Siegel framed the problem around three policy levers: financing, land use and zoning, and titling. She said titling is especially consequential because most manufactured homes in most states are initially titled as personal property (similar to a car) rather than real estate, and "real‑estate ownership is necessary for mortgage eligibility," which typically brings lower interest rates, longer terms and stronger consumer protections than chattel or contract financing.
Citing national and Vermont data, Siegel said shipments of manufactured homes have declined since the 1990s and especially after the 2008–09 recession. In Vermont she said about 6% of housing units are manufactured or mobile homes. Among Vermont borrowers who used either mortgages or home‑only financing, 79% owned both home and land, 19% leased the land beneath their home, and small shares were resident‑owned or on family/tribal land. Siegel said households that own both home and land typically find it easier to access mortgage financing and that homeowners who do not own the underlying land "seem like they aren't usually getting conversion to real estate in practice," even if state law theoretically permits it.
Siegel described three financing types: mortgages secured by real estate, home‑only (chattel/personal‑property) loans with fewer protections and higher rates, and contract financing (rent‑to‑own/contract‑for‑deed) where legal title may not transfer until the end of the contract.
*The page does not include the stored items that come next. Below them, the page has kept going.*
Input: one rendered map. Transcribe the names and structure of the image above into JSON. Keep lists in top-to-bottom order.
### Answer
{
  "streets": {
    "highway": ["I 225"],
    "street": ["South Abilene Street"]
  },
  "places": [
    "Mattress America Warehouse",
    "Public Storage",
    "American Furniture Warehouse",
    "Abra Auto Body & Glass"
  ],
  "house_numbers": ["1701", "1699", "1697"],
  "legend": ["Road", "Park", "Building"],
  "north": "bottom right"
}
She warned that contract financing carries elevated fraud and equity‑loss risks: people can make payments for years and later discover tax liens or that the seller lacked legal title. "There's a little more potential for fraud," she said, citing legal‑aid reports.
Using Home Mortgage Disclosure Act data (2018–2024), Siegel compared a $100,000 home‑only loan in Vermont and New Hampshire. She reported a Vermont median interest rate of 6.88% with a 180‑month (15‑year) term and a New Hampshire median of 6.5% with a 240‑month (20‑year) term; those differences produced roughly $146 more per month in Vermont on the same loan size in the median case. Siegel added that 2024 median home‑only rates in Vermont rose to about 9.5%.
Siegel pointed to model and state reforms that other jurisdictions are using to increase real‑estate conversion and mortgage access: the Uniform Law Commission’s Manufactured Housing Act (2012) as model legislation; Washington’s 2025 law expanding conversion for long leases; Maine’s 2025 working groups studying titling; and New York’s recent conversion bill (effective Dec. 2026). She said federal programs—Fannie Mae pilots, Freddie Mac work with tribal borrowers, USDA expansions and FHA/VA programs—can also expand mortgage availability when state titling permits real‑estate ownership.
Committee members asked whether making titling conversion mandatory would exclude low‑income borrowers because some banks' mortgage underwriting requires substantial down payments; an unidentified committee member relayed lenders' concerns that a mandatory real‑estate conversion could leave some buyers without access to any loan product. Siegel said denial rates for manufactured‑home lending are generally higher, but federal programs often reduce denials and she offered to follow up with state‑specific data.
Siegel closed by reiterating three takeaways: zoning and lot‑size policy can facilitate placement and neighborhood‑scale developments; titling and mortgage access are crucial to preserving affordability; and Vermont’s statute allows conversion to real estate in theory, but many non‑landowning homeowners still face practical barriers to converting and obtaining mortgages. The committee recessed and scheduled additional testimony (including Rachel McLeod and Ed Fitzpatrick) after the break.